Laga Kontra Atalanta Sempat Membuat Guardiola Ketar-ketir

Foto: Getty Images
Foto: Getty Images

MILAN, suaramerdeka.com - Manajer Manchester City, Pep Guardiola mengakui, sempat ketar-ketir dalam laga kontra Atalanta, lantaran timnya harus bermain dengan 10 orang. "Ini merupakan pengalaman pertama saya memainkan tiga kiper salam satu pertandingan," ujar Guardiola pada Sky Sport Italia.

Melawat ke Giuseppe Meazza, City sebenarnya unggul lebih dulu di menit ketujuh melalui Raheem Sterling, sebelum disamakan Atalanta di menit 49 melalui sundulan Mario Pasalic.  Bahkan, City harus bermain dengan 10 orang usai Claudio Bravo dikenai kartu merah karena melanggar Josip Ilicic pada menit ke-80.

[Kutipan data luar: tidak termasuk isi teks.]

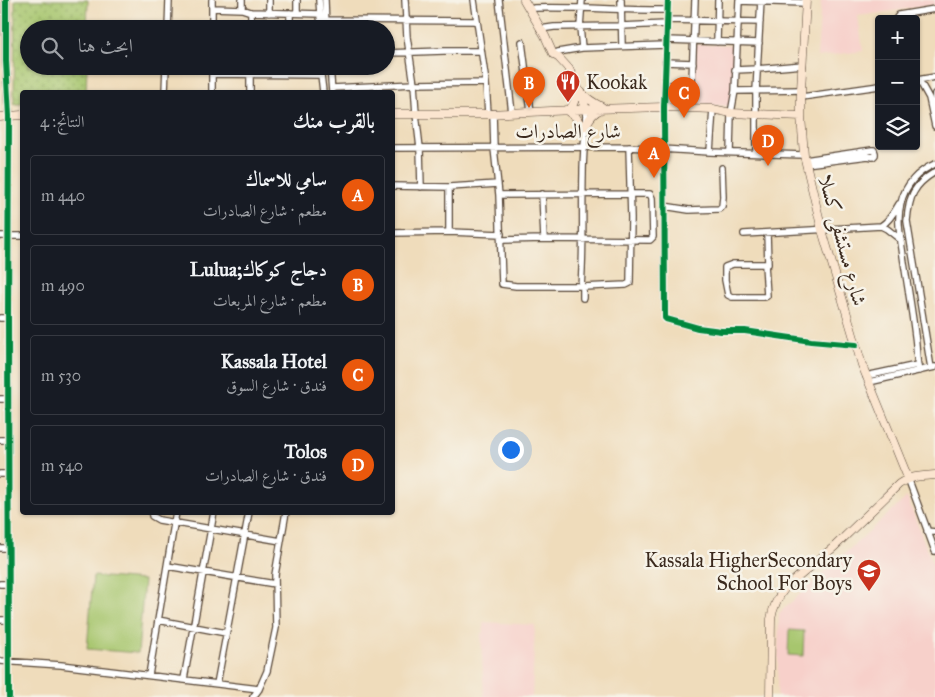 <!DOCTYPE html>
<html lang="ar">
<meta charset="utf-8">
<style>
:root{--surface:#171b24;--page:#242831;--text:#f1f3f6;--muted:#9ea1a6;--line:#363941;--accent:#ea580c}
body{margin:0;font-family:"IM FELL Great Primer",Amiri,serif;background:var(--page);color:var(--text);direction:rtl}
.controls{position:absolute;right:15px;top:15px;display:grid;overflow:hidden;border-radius:5px;box-shadow:0 1px 4px #0004}
.controls button{width:45px;height:45px;display:grid;place-items:center;padding:0;border:0;border-bottom:1px solid var(--line);background:var(--surface);color:var(--text);font:25px sans-serif}
.you{position:absolute;left:510px;top:449px;width:18px;height:18px;margin:-12px;border:4px solid #fff;border-radius:50%;background:#1a73e8;box-shadow:0 0 0 8px #1a73e833}
.badge{display:grid;place-items:center;width:32px;height:32px;border-radius:50%;background:var(--accent);color:#fff;font-size:16px;font-weight:700}
.pin{position:absolute;translate:-50% -41px;filter:drop-shadow(0 1px 2px #0008)}
.pin::after{content:'';position:absolute;top:26px;width:18px;height:15px;background:inherit;clip-path:polygon(0 0,100% 0,50% 100%)}
.list{margin:0;padding:0;list-style:none}
h2{display:flex;justify-content:space-between;align-items:center;height:65px;margin:0;padding:0 20px;font-size:21px}
h2 small{font-size:16px;font-weight:400;color:var(--muted)}
.list li{display:grid;grid-template-columns:32px 1fr auto;gap:15px;align-items:center;box-sizing:border-box;height:80px;margin:0 10px 10px;padding:0 10px;border:1px solid var(--line);border-radius:5px}
.list b{display:block;font-size:19px;white-space:nowrap}
.list p{margin:0;font-size:16px;white-space:nowrap;color:var(--muted)}
.list em{font-size:16px;font-style:normal;color:var(--muted)}
.icon{flex:none;width:28px;height:28px;fill:none;stroke:currentColor;stroke-width:2;stroke-linecap:round;stroke-linejoin:round}
.map{position:relative;flex:none;width:935px;height:697px;overflow:hidden;direction:ltr}
.search{position:absolute;background:var(--surface);box-shadow:0 1px 4px #0004;left:20px;top:20px;width:375px;height:55px;display:flex;align-items:center;gap:12px;box-sizing:border-box;padding:0 18px;border-radius:28px;color:var(--muted);font-size:19px}
.panel{position:absolute;background:var(--surface);box-shadow:0 1px 4px #0004;left:20px;top:90px;width:375px;height:425px;border-radius:5px;direction:rtl}
.map>svg:first-child{display:block}
</style>
<div class="map">
<svg width="935" height="697" viewBox="0 0 935 697">
<defs>
<pattern id="green-dots" width="8" height="8" patternUnits="userSpaceOnUse" patternTransform="scale(1.25)"><rect width="8" height="8" fill="#a7c66e"/><path d="M2 2h.1M6 6h.1" fill="none" stroke="#89a15a" stroke-width="1.8" stroke-linecap="round"/></pattern>
</defs>
<rect width="100%" height="100%" fill="#f7f3e8"/>
<filter id="ink" filterUnits="userSpaceOnUse"><feTurbulence type="fractalNoise" baseFrequency=".02" numOctaves="2"/><feDisplacementMap in="SourceGraphic" scale="10" xChannelSelector="R" yChannelSelector="G"/><feConvolveMatrix kernelMatrix="1 2 1 2 8 2 1 2 1" color-interpolation-filters="sRGB"/></filter>
<filter id="wash" filterUnits="userSpaceOnUse"><feTurbulence type="fractalNoise" baseFrequency=".0096" numOctaves="4" result="noise"/><feDisplacementMap in="SourceGraphic" scale="20" xChannelSelector="R" yChannelSelector="G"/><feGaussianBlur stdDeviation="1.12" result="paint"/><feColorMatrix in="noise" values="0 0 0 0 0 0 0 0 0 0 0 0 0 0 0 0 0 1.4 0 .05"/><feComposite in="paint" operator="in"/></filter>
<g filter="url(#wash)">
<rect width="100%" height="100%" fill="#efdcbb"/>
<path fill="#f7d0ca" d="M 821,0 L 935,0 L 935,5 L 858,16 L 863,51 L 817,57 Z
M 695,44 L 734,45 L 733,106 L 693,105 Z
M 907,497 L 935,570 L 935,697 L 777,697 L 779,613 Z
M 483,622 L 535,625 L 532,697 L 484,697 L 481,633 L 484,633 Z"/>
<path fill="url(#green-dots)" stroke="#717846" d="M 15,0 L 88,0 L 87,29 L 29,29 L 29,66 L 87,66 L 86,92 L 22,92 L 22,104 L 14,104 Z"/>
<path fill="#a7c66e" stroke="#717846" d="M 93,576 L 144,580 L 138,653 L 87,649 Z
M 789,630 L 804,631 L 803,656 L 788,655 Z"/>
</g>
<g filter="url(#ink)">
<g fill="none" stroke-linecap="round" stroke-linejoin="round">
<defs>
<path id="street" d="M 297,0 L 297,13
M 319,0 L 321,29
M 325,0 L 326,29
M 405,0 L 407,37 L 414,84 L 416,114 L 420,148 L 421,187
M 474,0 L 486,83 L 488,114
M 499,0 L 512,113
M 621,0 L 622,46
M 668,0 L 664,107 L 665,318 L 666,319 L 698,328 L 721,331 L 745,331 L 811,341 L 856,345
M 739,1 L 806,3
M 212,8 L 242,9 L 251,12 L 320,14
M 534,8 C 579,7 623,10 667,10
M 242,9 L 242,0
M 269,13 L 269,0
M 290,13 L 290,29
M 896,19 L 899,15 L 935,9
M 326,20 L 477,21
M 667,20 L 760,22
M 168,29 L 169,0
M 212,29 L 212,0
M 251,29 L 251,12
M 540,29 L 554,27 L 621,26 L 667,24
M 666,40 L 759,43
M 522,42 L 531,112
M 717,42 L 718,0
M 582,48 L 580,27 L 582,0
M 386,53 L 444,51 L 481,51
M 553,54 L 558,52 L 582,48 L 666,45
M 665,62 L 693,63
M 212,66 L 212,74 L 321,75 L 320,66
M 330,66 L 332,92
M 735,70 L 757,69 L 803,65
M 321,75 L 323,92
M 917,80 L 935,77
M 919,80 L 929,98 L 935,126
M 665,85 L 692,85
M 332,88 L 414,84 L 486,83
M 735,91 L 801,90
M 165,92 L 166,66
M 212,92 L 212,74
M 250,92 L 250,66
M 935,94 L 935,105
M 802,97 L 879,86
M 691,108 L 695,0
M 493,113 L 494,148 L 499,195 L 502,284 L 516,286 L 581,286
M 392,148 L 629,147 L 710,152 L 804,155
M 710,152 L 713,109
M 730,152 L 731,113 L 735,91 L 739,0
M 756,153 L 756,91 L 761,0
M 805,160 L 872,150 L 874,150 L 875,153
M 806,164 L 868,156 L 873,157 L 875,155 L 875,153
M 392,186 L 449,187 L 498,184
M 449,187 L 449,232
M 542,194 L 544,239
M 499,195 L 630,194 L 650,194 L 652,198 L 653,237 L 650,240 L 544,239 L 502,240
M 664,206 L 689,210 L 719,209 L 722,206 L 723,197 L 722,168
M 881,226 C 889,221 894,213 899,204
M 392,233 L 449,232 L 501,234
M 767,233 L 768,264 L 765,264 L 767,296 L 765,297 L 732,297 L 728,295 L 725,280 L 725,267 L 733,264 L 768,264
M 744,234 L 881,226 L 887,229 L 901,240
M 0,236 L 22,236
M 583,287 L 626,285 L 630,283 L 631,218 L 629,147
M 583,298 L 583,287 L 581,286 C 584,249 582,212 583,174 C 583,152 586,131 586,109
M 0,318 L 8,318
M 931,368 L 907,221 C 909,197 913,185 935,172
M 919,371 C 916,360 917,348 915,336 C 912,310 907,283 903,256 C 901,239 896,220 901,203 C 905,185 918,171 935,164
M 866,376 L 917,365
M 869,382 L 935,367
M 0,399 L 8,399
M 0,440 L 8,440
M 0,474 L 8,474
M 908,478 L 935,551
M 152,512 L 152,516 L 159,520 L 281,541
M 927,531 L 935,532
M 0,548 L 8,548
M 167,566 L 275,584
M 0,584 L 8,584
M 0,620 L 8,620
M 158,620 L 226,633
M 0,661 L 61,665 L 259,689
M 149,675 L 176,512
M 184,679 L 214,512
M 217,684 L 249,512
M 9,697 L 8,318 L 9,116
M 253,697 L 259,689 L 267,671 L 276,628 L 275,575 L 286,512"/>
<path id="secondary" d="M 6,0 L 6,61 L 9,116
M 524,0 L 545,36 L 553,54 L 559,58 L 569,69 L 578,88 L 586,109
M 806,0 L 801,90 L 801,116 L 804,155 L 822,230 L 862,365 L 908,478
M 581,92 C 587,99 594,103 602,107
M 566,110 L 576,117 L 582,127
M 570,110 L 574,102 L 577,88
M 392,114 L 488,114 L 595,109 L 664,107 L 713,109 L 731,113 L 801,116
M 0,117 L 9,116 L 22,115
M 586,126 C 589,118 593,112 602,109
M 770,697 L 771,619 C 773,607 777,598 785,588 L 834,547 L 899,484 C 911,476 920,476 935,475"/>
</defs>
<use href="#street" stroke="#564536" stroke-width="8"/>
<use href="#secondary" stroke="#564536" stroke-width="9"/>
<use href="#street" stroke="#fff" stroke-width="5.5"/>
<use href="#secondary" stroke="#fbe5cf" stroke-width="8"/>
<defs>
<path id="cycleway" d="M 6,0 L 6,61 L 9,116 L 8,318 L 9,697
M 668,0 L 664,107 L 665,318 L 666,319 L 698,328 L 721,331 L 745,331 L 811,341 L 856,345"/>
</defs>
<use href="#cycleway" stroke="#f7f3e8" stroke-width="9"/>
<use href="#cycleway" stroke="#00873e" stroke-width="6"/>
</g>
</g>
<defs>
<symbol id="restaurant-pin" viewBox="-11 -11 22 30"><path d="M0 17L-7.5 6A9.5 9.5 0 1 1 7.5 6Z" fill="#c8321e" stroke="#f7f3e8"/><path d="M-5-6h1v4h1v-4h1v4h1v-4h1v5L-1.5 .5V6h-2V.5L-5-1ZM5-6V6H3V1.5H1.5Q1.5-4 5-6Z" fill="#fff"/></symbol>
<symbol id="school-pin" viewBox="-11 -11 22 30"><path d="M0 17L-7.5 6A9.5 9.5 0 1 1 7.5 6Z" fill="#c8321e" stroke="#f7f3e8"/><path d="M0-5L7-2L0 1L-7-2ZM-4 1L0 2.5L4 1V4Q0 6-4 4Z" fill="#fff"/></symbol>
</defs>
<g fill-rule="evenodd">
<use href="#restaurant-pin" x="554" y="68" width="28" height="38"/>
<use href="#school-pin" x="855" y="557" width="28" height="38"/>
</g>
<g text-anchor="middle" stroke-width="5" stroke-linejoin="round" paint-order="stroke">
<g font-size="20" fill="#3b2a1e" stroke="#f7f3e8" text-anchor="start">
<text x="586" y="89">Kookak</text>
<text x="852" y="567" text-anchor="end">Kassala HigherSecondary<tspan x="852" dy="23">School For Boys</tspan></text>
</g>
<g font-size="20" fill="#3b2a1e" stroke="#f7f3e8">
<text x="568" y="138">شارع الصادرات</text>
<text transform="translate(843 240) rotate(75)" y="7">شارع مستشفى كسلا</text>
</g>
</g>
</svg>
<div class="controls">
<button>+</button>
<button>−</button>
<button><svg class="icon" aria-label="layers" viewBox="0 0 24 24"><path d="M12 4l9 5-9 5-9-5zM3 14l9 5 9-5"/></svg></button>
</div>
<div class="you"></div>
<div class="pin badge" style="left:654px;top:178px">A</div>
<div class="pin badge" style="left:529px;top:108px">B</div>
<div class="pin badge" style="left:684px;top:118px">C</div>
<div class="pin badge" style="left:768px;top:166px">D</div>
<div class="search"><svg class="icon" aria-label="search" viewBox="0 0 24 24"><circle cx="10" cy="10" r="6"/><path d="M15 15l6 6"/></svg>ابحث هنا</div>
<section class="panel">
<h2>بالقرب منك<small>النتائج: 4</small></h2>
<ul class="list">
<li><span class="badge">A</span><div><b>سامي للاسماك</b><p>مطعم · شارع الصادرات</p></div><em>440 m</em></li>
<li><span class="badge">B</span><div><b>دجاج كوكاك;Lulua</b><p>مطعم · شارع المربعات</p></div><em>490 m</em></li>
<li><span class="badge">C</span><div><b>Kassala Hotel</b><p>فندق · شارع السوق</p></div><em>530 m</em></li>
<li><span class="badge">D</span><div><b>Tolos</b><p>فندق · شارع الصادرات</p></div><em>540 m</em></li>
</ul>
</section>
</div>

Karena tak ada lagi penjaga gawang yang bisa dimainkan, City harus memainkan bek mereka, Kyle Walker sebagai kiper. Sebelumnya Bravo sendiri baru masuk di babak kedua menggantikan Ederson Moraes yang cedera.

"Rasa takut itu muncul saat kartu merah diberikan, apalagi kami memiliki banyak pemain bertipe menyerang di dalam lapangan, jadi kami takut hal yang terburuk akan terjadi. Ilicic sangat pintar, dia membiarkan kakinya ditabrak oleh Claudio," kata dia.

Meski begitu, Guardiola tak mengkritik kartu merah Bravo. Ia cukup senang timnya mampu menahan Atalanta di sisa waktu pertandingan.

"Tapi itu pelanggaran karena dia (Bravo) orang terakhir, dan ada kontak, sehingga dia diganjar kartu merah, tak ada keraguan soal itu. Saat itulah saya harus memutuskan siapa yang harus menjadi kiper. Saya tahu Atalanta sangat agresif dan kami membuat sejumlah kesalahan, tapi kami mampu membayarnya. Orang-orang Italia tahu sehebat apa Atalanta, jadi saya begitu senang mereka hanya membuat satu tembakan ke gawang selama Walker menjadi kiper. Ini hasil yang bagus untuk kami," sambung eks pemain dan pelatih Barcelona itu.